2024年5月にキリンホールディングス(キリン)から、食器型デバイス「エレキソルトスプーン」が新発売されました(税込:19,800円)。使用すると電気の力で減塩食品の塩味やうま味を増強する効果があり、明治大学との共同研究で5年以上の歳月をかけて開発された商品です。

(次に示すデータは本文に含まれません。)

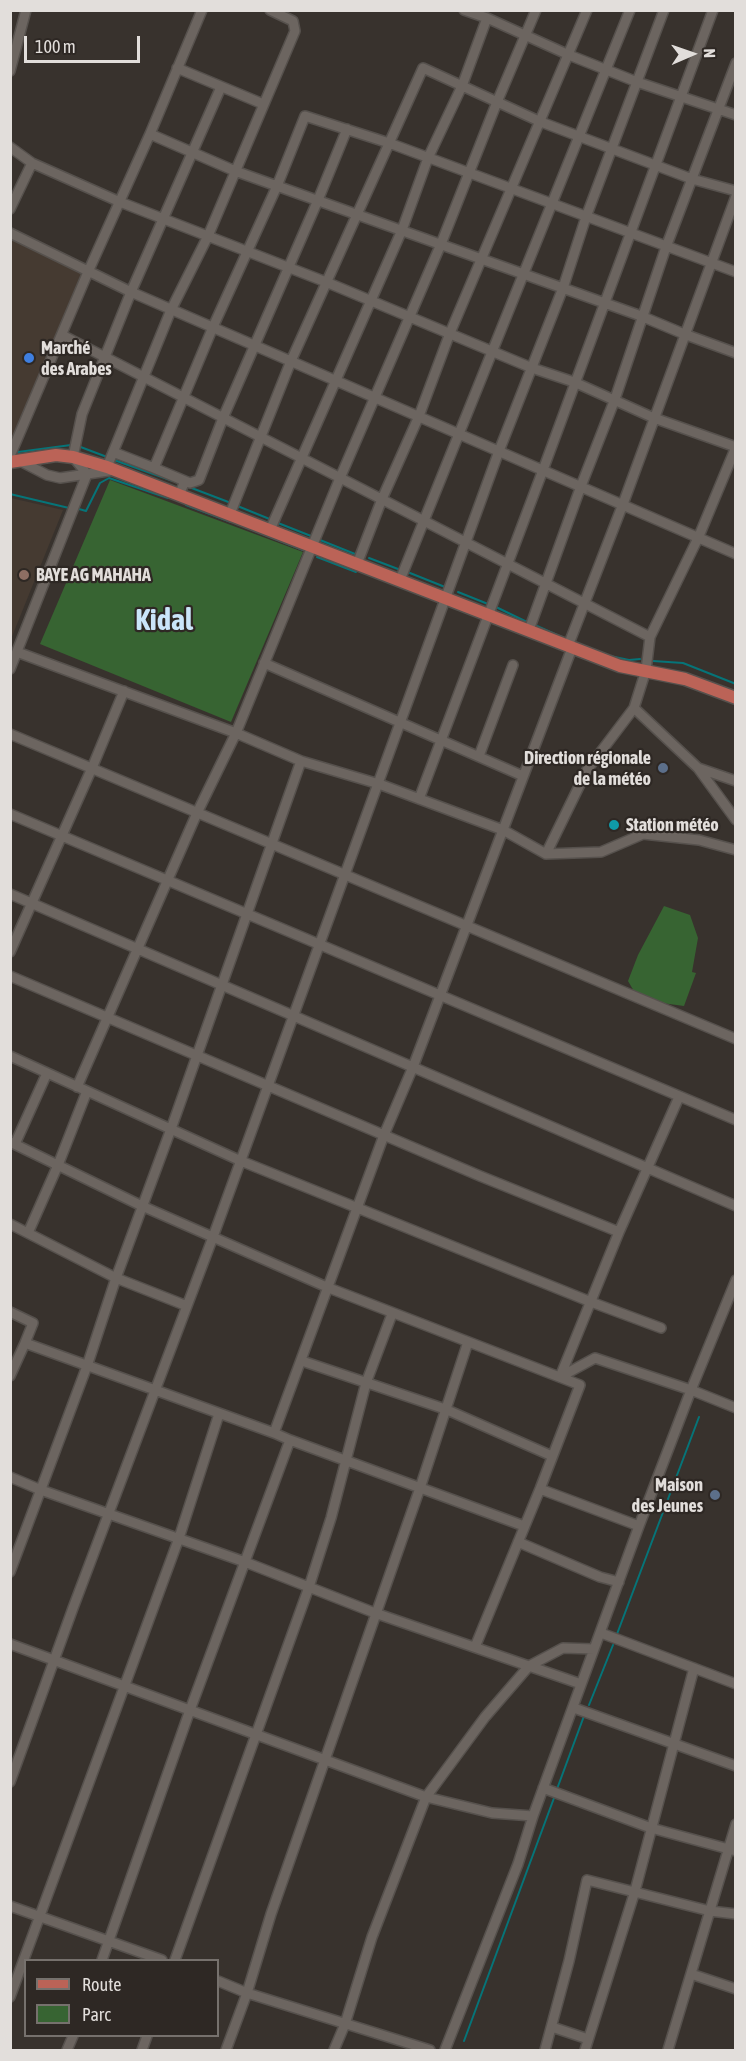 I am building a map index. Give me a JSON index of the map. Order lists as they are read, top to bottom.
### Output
{
  "districts": ["Kidal"],
  "places": [
    "Marché des Arabes",
    "BAYE AG MAHAHA",
    "Direction régionale de la météo",
    "Station météo",
    "Maison des Jeunes"
  ],
  "legend": ["Route", "Parc"],
  "scale_bar": "100 m",
  "north": "right"
} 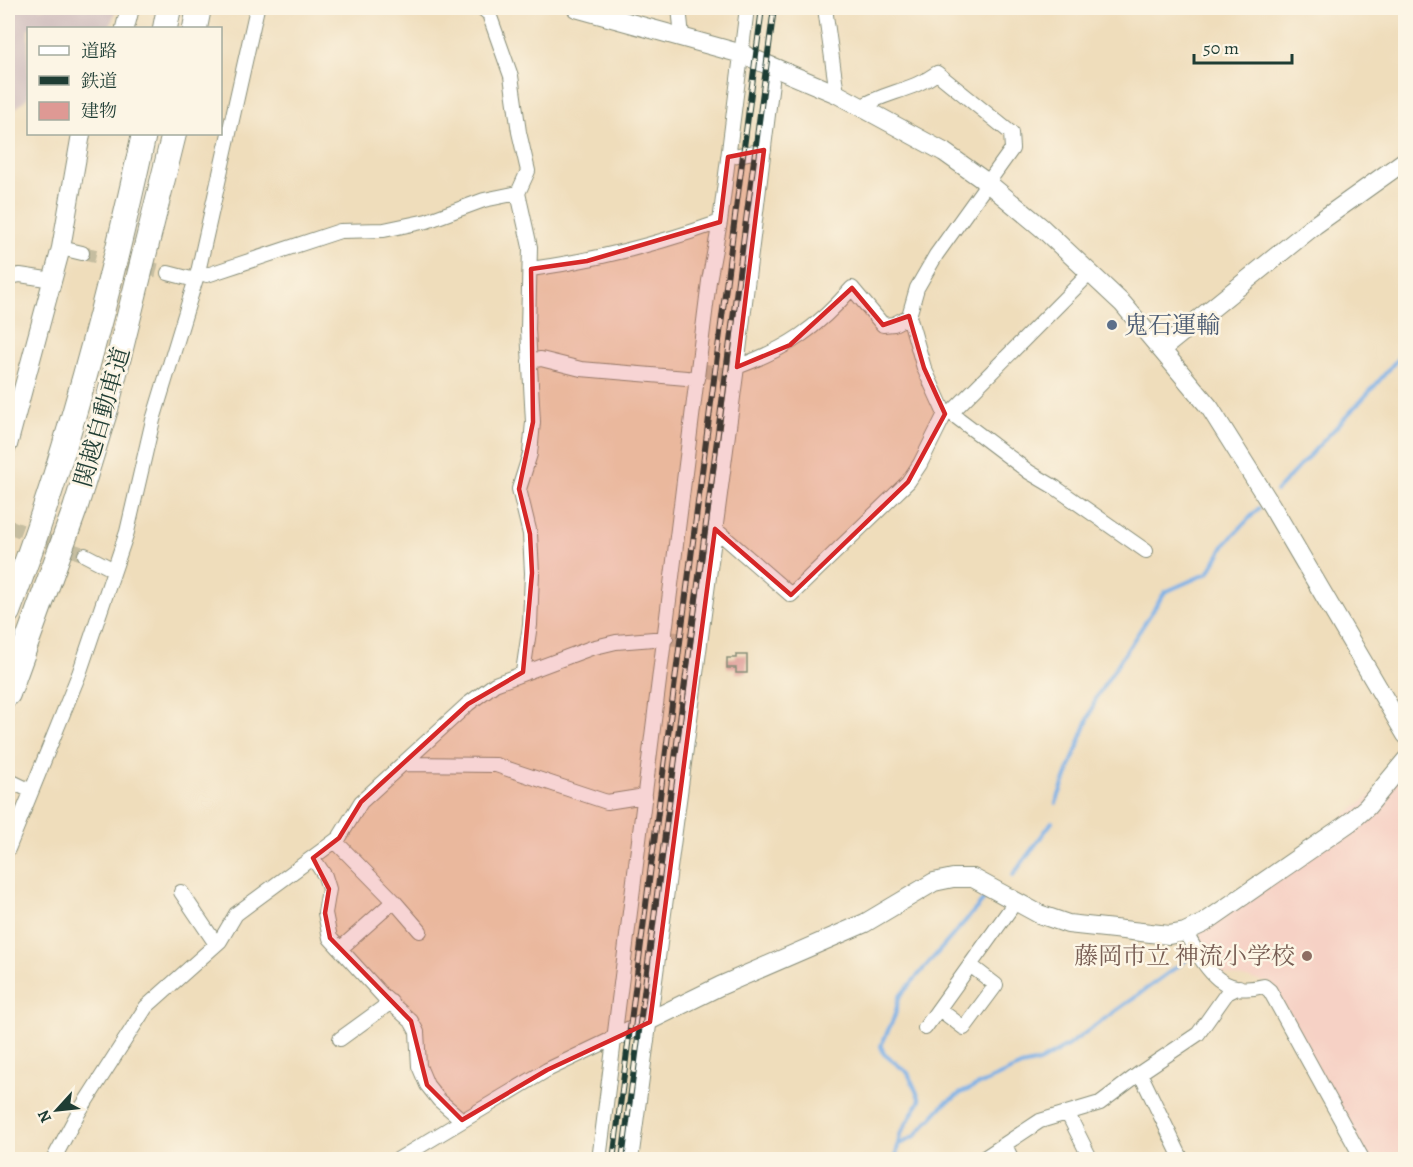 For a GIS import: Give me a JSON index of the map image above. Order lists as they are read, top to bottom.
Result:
{
  "streets": {
    "highway": ["関越自動車道"]
  },
  "places": ["鬼石運輸", "藤岡市立 神流小学校"],
  "legend": ["道路", "鉄道", "建物"],
  "scale_bar": "50 m",
  "north": "bottom left"
} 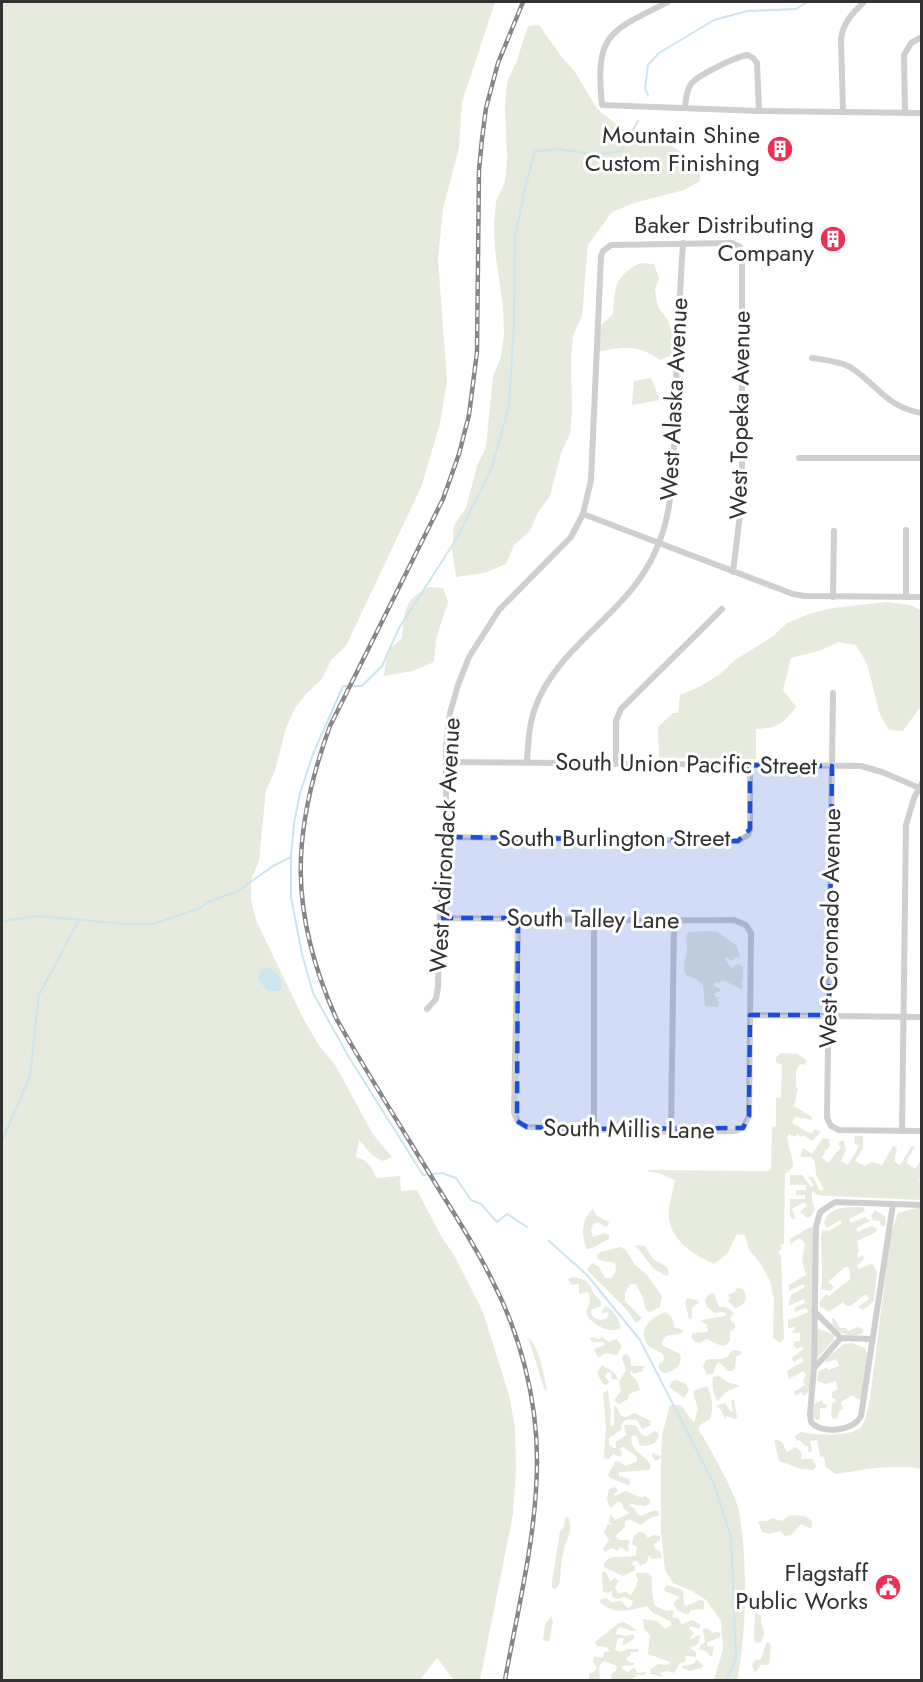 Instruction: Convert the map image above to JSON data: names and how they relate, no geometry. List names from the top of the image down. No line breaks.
{"streets":{"street":["West Alaska Avenue","West Topeka Avenue","South Union Pacific Street","South Burlington Street","West Adirondack Avenue","South Talley Lane","West Coronado Avenue","South Millis Lane"]},"crossings":[["West Alaska Avenue","West Topeka Avenue"],["West Alaska Avenue","South Union Pacific Street"],["West Alaska Avenue","West Adirondack Avenue"],["West Topeka Avenue","West Adirondack Avenue"],["South Union Pacific Street","South Burlington Street"],["South Union Pacific Street","West Adirondack Avenue"],["South Union Pacific Street","West Coronado Avenue"],["South Burlington Street","West Adirondack Avenue"],["West Adirondack Avenue","South Talley Lane"],["South Talley Lane","South Millis Lane"]],"places":{"building":["Mountain Shine Custom Finishing","Baker Distributing Company"],"public building":["Flagstaff Public Works"]}}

20歳以上の日本人は1日あたりに摂取する食塩量が10.1gであり、WHO(世界保健機関)が推奨する食塩摂取量5.0gと比べて非常に多いことが分かっています。厚生労働省は、「食塩の過剰摂取」を日本人の栄養に関する最重要課題としています。減塩食を行っている方の多くが、味に対する不満を持っていることが分かっています。キリンの調査によると、薄味でなく濃い味で食べたいものの1位がラーメン、2位が味噌汁という結果だそうです。確かにラーメンはあらゆる世代で人気があり、味噌汁は日常食として日本人に定着しています。キリンでは当初、箸やお椀といった食器でも開発していたそうですが、スプーンであれば高い食事のニーズにも対応でき、外国人にも使用が可能と思われます。
現在、ヒトの味覚には5つの基本味があるとされていて、塩味のほかに甘味、酸味、苦味、うま味があります。塩味は主に食塩(塩化ナトリウム)により生じ、低濃度では嗜好的に働きますが、高濃度(例えば海水)などでは敬遠されます。一方、トウガラシの辛み成分であるカプサイシンなどにより生じる「辛味」は、味覚というより痛覚や温覚に近いとされています。味覚閾値(味覚が生じる最低濃度)は塩味や甘味では閾値は高いのに対し、酸味や苦味は低く、また大きな個人差があり100倍以上も異なることが知られています。
歯周病を悪化させるリスクとして糖尿病が知られています。塩分の過剰摂取による高血圧症が糖尿病と合併すると、糖尿病性腎症や網膜症、動脈硬化による脳梗塞や心筋梗塞などの重大な合併症を進行させることになります。減塩による高血圧症予防は糖尿病の合併症のリスクを減らすだけでなく、歯周病のリスクも減らすことが期待されます。